It is time for the human propensity to avoid responsibility, and the common practice of finger pointing, to give way to collaborative efforts driven by human solidarity and a willingness to assume responsibility for individual and institutional actions. This is an area in which ICT can be helpful if properly used. A good example is the analysis of large interdependency matrices. This kind of analysis is useful in understanding both sequential and closed-loop interactions in complex systems. Let us consider the system of all the ESD activities and all the MDG activities, a total of 16 activities as follows:
ESD1-Education on Gender Equality
ESD2-Education on Human Health
ESD3-Education on Environmental Management
ESD4-Education on Rural Development
ESD5-Education on Cultural Diversity
ESD6-Education on Human Security
ESD7-Education on Sustainable Urbanization
ESD8-Education on Sustainable Consumption
MDG1-Eradication of Poverty and Hunger
MDG2-Universal Education for all Children
MDG3-Promotion of Gender Equality
MDG4-Reduction of Infant Mortality
MDG5-Improvement of Maternal Health
MDG6-Mitigation of the HIV Epidemic
MDG7-Assurance of Environmental Sustainability
MDG8-Global Partnership for Development
The PSM32 matrix analysis software, developed by Donald Steward and associates at Problematics, provides a convenient way to enter data on interdependencies between activities of any kind. When the tool is launched, the analyst must first list the activities in any order. Then the software builds a blank NxN square matrix that enables the analyst to enter data on interdependencies between activities. Basically, in the blank matrix shown below, a mark is entered in cells such that a mark in cell (row i, column j) represents a dependency of row activity i on input to be supplied by column activity j.
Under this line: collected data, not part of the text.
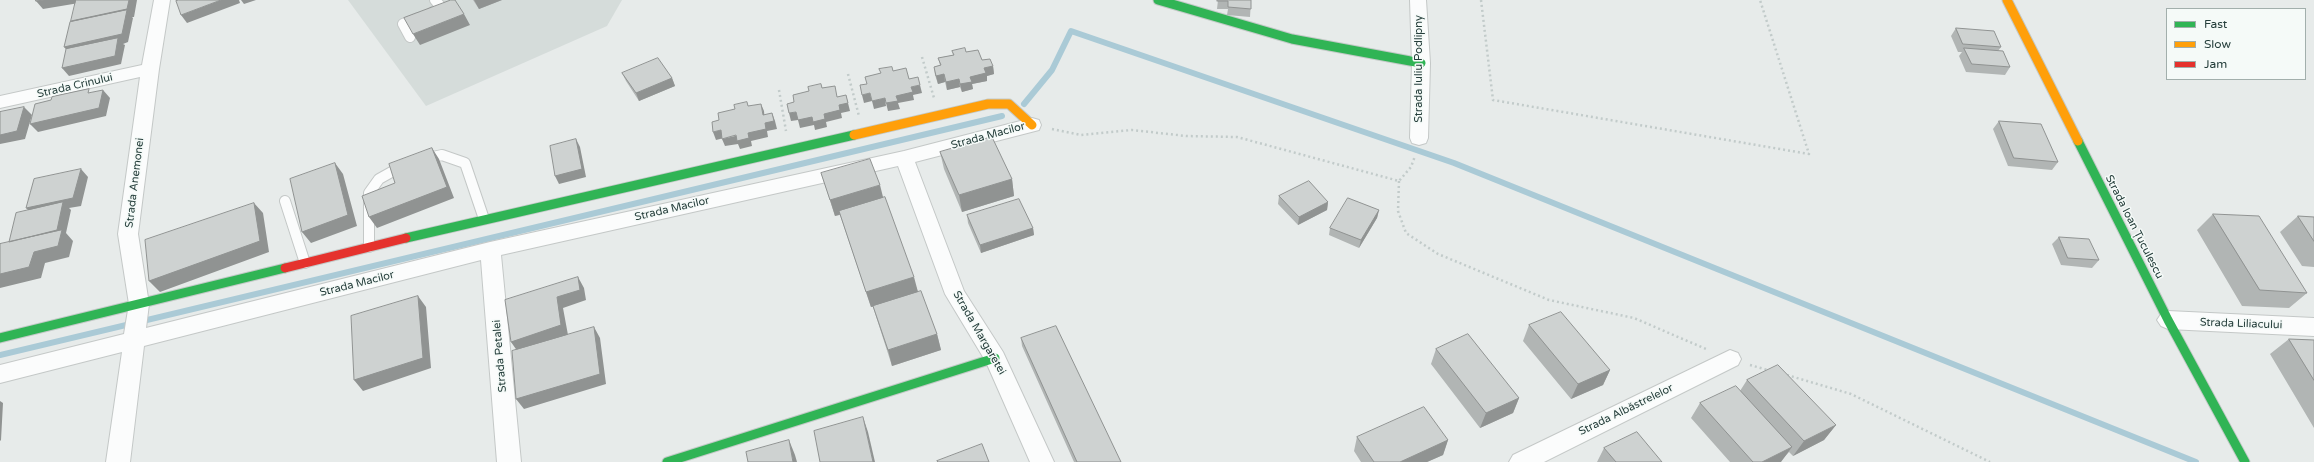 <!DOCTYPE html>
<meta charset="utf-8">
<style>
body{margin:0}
#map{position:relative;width:2314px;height:462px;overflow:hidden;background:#e7ebea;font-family:"Varela Round",sans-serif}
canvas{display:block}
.legend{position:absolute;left:2166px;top:8px;width:140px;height:72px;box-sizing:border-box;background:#f5faf8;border:1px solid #a2afac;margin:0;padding:5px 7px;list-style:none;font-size:12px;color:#253e3b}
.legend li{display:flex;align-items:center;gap:8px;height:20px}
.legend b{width:20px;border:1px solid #a2afac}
</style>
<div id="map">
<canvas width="2314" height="462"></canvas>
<ul class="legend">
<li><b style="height:5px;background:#30b455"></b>Fast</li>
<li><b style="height:5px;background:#ff9f0a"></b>Slow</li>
<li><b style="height:5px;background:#e5322d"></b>Jam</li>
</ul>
</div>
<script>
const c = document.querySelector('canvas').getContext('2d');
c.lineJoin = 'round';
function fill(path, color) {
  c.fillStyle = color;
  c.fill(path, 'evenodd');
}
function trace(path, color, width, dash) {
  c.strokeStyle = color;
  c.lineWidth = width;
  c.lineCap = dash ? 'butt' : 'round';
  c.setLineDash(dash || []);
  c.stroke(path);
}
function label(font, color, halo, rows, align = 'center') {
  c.font = font + ' "Varela Round",sans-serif';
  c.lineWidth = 3;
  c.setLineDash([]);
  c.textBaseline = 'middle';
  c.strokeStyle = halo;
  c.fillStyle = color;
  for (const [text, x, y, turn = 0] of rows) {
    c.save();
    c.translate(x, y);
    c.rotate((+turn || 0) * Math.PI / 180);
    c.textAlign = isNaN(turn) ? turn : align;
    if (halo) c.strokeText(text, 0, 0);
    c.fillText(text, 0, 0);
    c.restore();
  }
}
const built = new Path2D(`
 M348,0h274l-15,26 -181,80z`);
const stream = new Path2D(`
 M1024,104l28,-34 19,-39 383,132 742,299
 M0,355l1002,-239`);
const path = new Path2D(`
 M1481,0l12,100 316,54 -49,-154
 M922,57l12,41
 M848,74l11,42
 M779,90l7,41
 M1052,129l29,6 51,-5 54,6 51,1 162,44 12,-14 4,-11
 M1399,181l-1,30 8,22 32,21 111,46 85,18 72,31
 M1750,365l21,6
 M1787,375l64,19 139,68`);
const lane = new Path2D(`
 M433,12l9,-4 -7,-8
 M410,37l-7,-13 15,-6
 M424,159l18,-4 23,8 19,56
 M285,201l20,62
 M369,247v-54l10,-14 25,-14`);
const street = new Path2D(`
 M154,0h16l-11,69 -21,165 11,70 -3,24 344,-86 414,-91 128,-33 7,2 2,5 -2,5 -124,32 49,129 39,61 51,110h-24l-44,-100 -41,-68 -47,-128 -397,89 20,207h-24l-16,-202 -337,86 -14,116h-24l16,-110 -122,31v-18l124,-31 5,-30 -11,-70 22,-157 -140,31v-12l142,-31z
 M1410,0h16l4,63 -2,75 -2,5 -7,2 -7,-2 -2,-5 2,-75z
 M2168,311l146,7v18l-146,-7 -7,-3 -4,-6 4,-6z
 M1730,350l8,3 3,6 -3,6 -194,97h-35l4,-7z`);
const fast = new Path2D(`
 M1158,0l134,39 129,24
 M2078,141l90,179 77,142
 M406,238l448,-103
 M0,338l285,-70
 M667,462l328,-104`);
const slow = new Path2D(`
 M2007,0l71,141
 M854,135l134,-31h21l23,21`);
const jam = new Path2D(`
 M285,268l121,-30`);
const wall = new Path2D(`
 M473,0h29l-23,9z
 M1218,0h33l-1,17 -23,-2 1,-6h-11z
 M1956,28l45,19 -3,4 12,16 -5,8 -39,-3 -7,-16 3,-4h-4l-7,-16z
 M952,51l14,1 27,14 1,8 -7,2v5l-15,3 1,5 -11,3 -2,-5 -13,3 -2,-8 -7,2 -3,-9 -1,-8 6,-2 -2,-7 15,-3z
 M622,73l50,5 3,8 -36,15 -13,-20z
 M1999,121l59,41 -6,8 -44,-4 -15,-37z
 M940,152l72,27 2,17 -52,16 -18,-43z
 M821,173l62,25 35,94 19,42 4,16 -49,16 -19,-59h-2l-31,-92 -5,1z
 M1279,196l49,6 -1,8 -29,15 -20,-21z
 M1379,210l-2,8 -18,30 -30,-13 1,-7z
 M2213,214l94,79 -18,15 -47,-2 -45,-76z
 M967,215l66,13 1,7 -53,18 -13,-30z
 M2298,216l16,1v50l-12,-1 -22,-34z
 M2059,237l40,23 -7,8 -31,-3 -9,-21z
 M1529,325l81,45 -7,15 -32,14 -48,-58z
 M1021,338l100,124h-47l-52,-116z
 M2289,339l25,1v88l-44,-74z
 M1436,349l83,49 -6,15 -33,15 -49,-64z
 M1747,380l89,45 -12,15 -31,16 -4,-4 -9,10h-50l-39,-44 9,-15 40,-12z
 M1357,437l91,3 -5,15 -16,7h-66l-7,-11z
 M1604,448l58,14h-65z`);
const shadedWall = new Path2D(`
 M44,0h53l-54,9 -7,-8z
 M129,0h8l-3,17h-2l1,1 -5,24 -5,2 2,1 -4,19 -52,12 -7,-8 9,-13 -7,-8 14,-18 -7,-8z
 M221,0h18l1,3 -53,20 -6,-8z
 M241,0h15l-12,4z
 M474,0h28l-23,9z
 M464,14l6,11 -50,20 -7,-11z
 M993,66l1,8 -7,2v5l-15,3 1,5 -11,3 -2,-8 10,-7 14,-9z
 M944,74l1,8 -7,2 -2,-8z
 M672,78l3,8 -36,15 -3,-8z
 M959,79l1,8 -13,3 -1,-8z
 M920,85l2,8 -9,2 1,5 -16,3 2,6 -12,2 -2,-8 10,-7 15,-9z
 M103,90l7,8 -4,18 -68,16 -8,-8z
 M870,93l2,8 -8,2 -2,-8z
 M846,95l4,16 -9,2 1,5 -16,4 1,5 -12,3 -1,-5 -14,3 -2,-8 -7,1 -2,-8 7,-1 28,2 15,-9z
 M885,98l1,8 -12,3 -2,-8z
 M761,104l3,7 1,12 -2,-8z
 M24,107l8,8 -7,24 -25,5v-9z
 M772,113l3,8 2,8 -10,2 1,6 -17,4 1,5 -12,3 -2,-5 -13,2 -3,-7 26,-6 17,-10z
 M721,130l3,8 -8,2 -3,-8z
 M576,139l4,8 6,30 -27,7 -4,-8z
 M432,148l7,11 15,39 -77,30 -8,-11z
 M335,163l8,11 14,52 -46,17 -9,-11z
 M81,169l7,8 -7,29 -12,2 2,2 -5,23 7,8 -4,16 -24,6 -4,15 -41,10v-14l34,-58 -8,-8z
 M1012,179l2,17 -52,16 -3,-17z
 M880,185l4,16 -49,15 -5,-16z
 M1328,202l-1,8 -29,15 1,-8z
 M254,203l9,10 6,39 -109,40 -11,-11z
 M1379,210l-2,8 -18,30 2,-8z
 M1033,228l1,7 -53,18 -1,-8z
 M578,277l6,11 2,12 -23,8 5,27 -50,17 -7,-10z
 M914,277l4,15 -47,15 -5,-15z
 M418,296l8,11 5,61 -68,23 -9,-11z
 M594,327l6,11 6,46 -82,25 -8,-10z
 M937,334l4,16 -49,16 -4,-16z
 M1610,370l-7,15 -32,14 7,-15z
 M1519,398l-6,15 -33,15 6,-15z
 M0,401l3,2 -2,37 -1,1z
 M863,417l5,15 7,30h-2z
 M1836,425l-12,15 -31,16 11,-15z
 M789,440l6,15 2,7h-4z
 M1448,440l-5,15 -16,7h-27z
 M1792,447l-11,15h-19z`);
const building = new Path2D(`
 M36,0h8l-8,1z
 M76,0h53l-2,9 -56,12z
 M179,0h42l-40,15 -5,-14z
 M451,0h4l9,14 -51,20 -9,-16z
 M1218,0h33v9l-23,-2v-6h-11z
 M127,10l-5,24 -58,13 6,-25z
 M1956,28l38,3 7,16 -38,-3z
 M118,38l-3,18 -53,12 4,-19z
 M965,48l1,4 12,-2 4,10 8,-1 3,7 -9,2 2,5 -16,4 2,5 -12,2 -1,-5 -13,3 -2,-8 -8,2 -2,-9 7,-2 -3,-7 16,-3 -2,-4z
 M1964,48l39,3 7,16 -38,-3z
 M658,58l14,20 -36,15 -14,-20z
 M892,67l1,4 13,-3 3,11 9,-2 2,8 -9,2 2,5 -17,4 2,5 -12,2 -1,-5 -13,3 -2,-8 -8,2 -2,-10 7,-1 -2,-7 16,-4 -2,-4z
 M821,84l1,4 13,-2 2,11 9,-2 2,8 -9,2 1,5 -16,4 1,5 -12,3 -1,-5 -14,3 -2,-8 -7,1 -2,-9 7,-2 -1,-7 16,-4 -1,-4z
 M89,89l-1,4 15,-3 -4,18 -69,16 5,-20 16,-4 1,-3z
 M747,102l1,4 13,-2 2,11 9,-2 2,8 -9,2 1,6 -18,4 1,5 -12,3 -1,-6 -14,4 -1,-9 -8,2 -1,-10 7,-2 -1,-7 17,-4 -1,-4z
 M24,107l-7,24 -17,4v-23z
 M1999,121l42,3 17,38 -44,-4z
 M992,137l20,42 -53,16 -19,-43z
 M576,139l6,30 -27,7 -5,-30z
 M432,148l15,39 -78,30 -7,-21 33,-13 -6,-19z
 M870,159l10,26 -50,15 -9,-27z
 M335,163l13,52 -46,17 -12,-53z
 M81,169l-8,29 -47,10 8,-29z
 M1309,181l19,21 -29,15 -20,-21z
 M885,197l29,80 -48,15 -27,-81z
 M1348,198l31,12 -18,30 -31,-12z
 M1019,199l14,29 -53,17 -13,-30z
 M63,202l-6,28 -48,12 7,-29z
 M254,203l6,38 -111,40 -4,-41z
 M2213,214l46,2 48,77 -47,-3z
 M2298,216l16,1v24z
 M62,230l-4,16 -24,6 -5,15 -29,7v-30z
 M2059,237l30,2 10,21 -31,-2z
 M578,277l2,13 -23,7 4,28 -50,17 -6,-42z
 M921,291l16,43 -49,16 -15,-44z
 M418,296l5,62 -69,22 -3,-64z
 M1561,312l49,58 -32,14 -49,-59z
 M1056,326l65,136h-44l-56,-124z
 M594,327l6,47 -84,25 -4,-48z
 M1468,334l51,64 -33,15 -50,-64z
 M2289,339l25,1v40z
 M1778,365l58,60 -32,16 -57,-61z
 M1736,386l56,61 -30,15h-9l-53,-59z
 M1424,407l24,33 -48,22h-26l-17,-25z
 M863,417l10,45h-53l-6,-31z
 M1637,432l25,30h-46l-12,-14z
 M789,440l4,22h-45l-2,-10z
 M982,444l7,18h-51l-1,-1z`);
const streetNames = [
 ["Strada Iuliu Podlipny",1419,69,-90],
 ["Strada Crinului",75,86,-13],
 ["Strada Macilor",988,136,-15],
 ["Strada Anemonei",135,183,-83],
 ["Strada Macilor",672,209,-13],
 ["Strada Ioan Țuculescu",2134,227,63],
 ["Strada Macilor",357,284,-14],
 ["Strada Liliacului",2241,324,2],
 ["Strada Margaretei",979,333,60],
 ["Strada Petalei",500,356,-95],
 ["Strada Albăstrelelor",1626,410,-26]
];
fill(built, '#d5dcda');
trace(stream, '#aacad6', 6);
trace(lane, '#c4c8c7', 12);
trace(street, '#c4c8c7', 2);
trace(fast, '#c3c9c7', 11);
trace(slow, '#c3c9c7', 11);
trace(jam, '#c3c9c7', 11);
trace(path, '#c2cbca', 2.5, [2, 3]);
trace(lane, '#fbfcfc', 10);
fill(street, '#fbfcfc');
trace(fast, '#30b455', 9);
trace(slow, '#ff9f0a', 9);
trace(jam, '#e5322d', 9);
fill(wall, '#b1b5b4');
fill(shadedWall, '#909392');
fill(building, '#ced2d1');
trace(building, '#909392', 1);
label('11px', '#253e3b', '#f5faf8', streetNames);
</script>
16x16 blank matrix built by PSM32 showing the ESDs and MDGs and rows and columns.
Courtesy of Problematics
The marks can be entered directly in the matrix. As a preliminary step, it is often a good practice to prepare a block and arrow diagram showing the input and output information flows that connect all the activities. Then, after all the stakeholders have validated the web of interdependencies, each arrow going into an acitivity can be captured in the matrix by entering a mark in cell (row i, column j) where the column j activity is the supplier of information to the row i activity. In other words, the marks are entered at the points where an arrow from activity j delivers information to activity i. The following figure shows 4 steps of analysis that are possible after the diagram of dependencies is converted to matrix format:
Steps 1 to 4 in the analysis of ESD activities and all the
MDG activities interdependencies using
Step (1) is building a diagram of dependencies between the 16 activities. Step (2) is the translation to a 16X16 matrix format. Each column entry shows what row activities are fed by the column activities. Numbers and/or colors can be used to indicate how sensitive the row activities are to inputs from the column activities. Plus and minus signs can be used to depict positive (reinforcing) or negative (stabilizing) feedback loops. For instance, the plus signs in the MDG8 column indicate that progress in MDG8 has a reinforcing effect on all the ESDs. Step (3) shows the rows and columns reordered so that the matrix becomes block-triangular, i.e., all activities are shown in square blocks around the diagonal. Activities within blocks are usually tightly coupled together and may have to be iterated several times before proceeding to the next block. Step (4) is a sanity check on all the dependencies and feedbacks.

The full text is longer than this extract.